# Given data
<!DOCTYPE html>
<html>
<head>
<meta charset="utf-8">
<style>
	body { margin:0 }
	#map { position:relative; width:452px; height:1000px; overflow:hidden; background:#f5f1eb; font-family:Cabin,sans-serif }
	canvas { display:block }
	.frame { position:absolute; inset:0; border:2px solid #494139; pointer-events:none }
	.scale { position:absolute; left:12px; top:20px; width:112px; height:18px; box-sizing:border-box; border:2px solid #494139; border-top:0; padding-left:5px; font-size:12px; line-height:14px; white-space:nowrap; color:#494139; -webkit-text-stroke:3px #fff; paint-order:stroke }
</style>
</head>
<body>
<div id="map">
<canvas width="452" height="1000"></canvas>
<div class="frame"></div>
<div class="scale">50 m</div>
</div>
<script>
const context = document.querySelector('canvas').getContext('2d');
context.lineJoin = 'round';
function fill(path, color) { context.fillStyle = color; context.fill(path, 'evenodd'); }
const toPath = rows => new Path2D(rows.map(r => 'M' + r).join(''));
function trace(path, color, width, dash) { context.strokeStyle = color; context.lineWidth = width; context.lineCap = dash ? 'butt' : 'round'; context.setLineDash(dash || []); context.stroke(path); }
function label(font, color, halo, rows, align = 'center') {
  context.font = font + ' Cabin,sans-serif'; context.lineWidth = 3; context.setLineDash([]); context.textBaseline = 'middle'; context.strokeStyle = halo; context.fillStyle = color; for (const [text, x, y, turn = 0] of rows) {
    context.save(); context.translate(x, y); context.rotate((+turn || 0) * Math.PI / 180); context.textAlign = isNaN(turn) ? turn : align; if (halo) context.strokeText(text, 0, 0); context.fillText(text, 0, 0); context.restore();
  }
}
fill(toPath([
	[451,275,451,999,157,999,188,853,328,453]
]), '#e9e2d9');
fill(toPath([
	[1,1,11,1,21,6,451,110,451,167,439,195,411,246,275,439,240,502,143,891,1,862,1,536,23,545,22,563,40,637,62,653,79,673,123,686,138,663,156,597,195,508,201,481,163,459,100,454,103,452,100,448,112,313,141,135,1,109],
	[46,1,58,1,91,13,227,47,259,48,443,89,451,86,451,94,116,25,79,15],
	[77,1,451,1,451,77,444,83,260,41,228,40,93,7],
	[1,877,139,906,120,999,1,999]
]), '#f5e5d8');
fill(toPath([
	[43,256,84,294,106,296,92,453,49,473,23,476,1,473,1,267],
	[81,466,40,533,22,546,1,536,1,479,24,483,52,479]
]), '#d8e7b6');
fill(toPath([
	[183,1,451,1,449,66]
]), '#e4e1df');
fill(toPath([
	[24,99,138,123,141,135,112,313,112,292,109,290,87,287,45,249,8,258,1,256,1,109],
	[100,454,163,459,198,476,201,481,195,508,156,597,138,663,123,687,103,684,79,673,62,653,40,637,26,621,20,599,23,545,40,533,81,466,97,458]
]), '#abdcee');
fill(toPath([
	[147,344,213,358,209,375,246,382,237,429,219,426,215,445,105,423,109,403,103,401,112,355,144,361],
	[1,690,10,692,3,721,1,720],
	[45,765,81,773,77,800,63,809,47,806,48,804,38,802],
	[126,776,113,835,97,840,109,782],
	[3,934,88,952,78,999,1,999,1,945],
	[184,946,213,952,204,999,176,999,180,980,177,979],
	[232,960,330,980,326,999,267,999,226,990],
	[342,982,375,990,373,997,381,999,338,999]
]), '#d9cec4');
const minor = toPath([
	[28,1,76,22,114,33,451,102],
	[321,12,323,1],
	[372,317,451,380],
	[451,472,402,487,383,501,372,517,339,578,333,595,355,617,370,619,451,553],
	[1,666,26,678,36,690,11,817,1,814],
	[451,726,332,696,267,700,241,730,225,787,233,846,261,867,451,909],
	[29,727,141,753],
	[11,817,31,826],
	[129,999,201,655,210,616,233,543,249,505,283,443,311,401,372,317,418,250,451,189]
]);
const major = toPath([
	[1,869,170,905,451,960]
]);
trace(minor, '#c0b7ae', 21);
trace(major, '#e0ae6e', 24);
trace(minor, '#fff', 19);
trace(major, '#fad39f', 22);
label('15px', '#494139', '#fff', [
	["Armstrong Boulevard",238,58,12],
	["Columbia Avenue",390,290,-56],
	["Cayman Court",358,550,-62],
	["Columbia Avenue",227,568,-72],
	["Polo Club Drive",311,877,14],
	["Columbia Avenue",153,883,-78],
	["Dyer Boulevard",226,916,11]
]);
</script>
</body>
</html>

# Task directions
Your answer should consist of each line above in which "setLineDash" appears.

# Output below
function trace(path, color, width, dash) { context.strokeStyle = color; context.lineWidth = width; context.lineCap = dash ? 'butt' : 'round'; context.setLineDash(dash || []); context.stroke(path); }
  context.font = font + ' Cabin,sans-serif'; context.lineWidth = 3; context.setLineDash([]); context.textBaseline = 'middle'; context.strokeStyle = halo; context.fillStyle = color; for (const [text, x, y, turn = 0] of rows) {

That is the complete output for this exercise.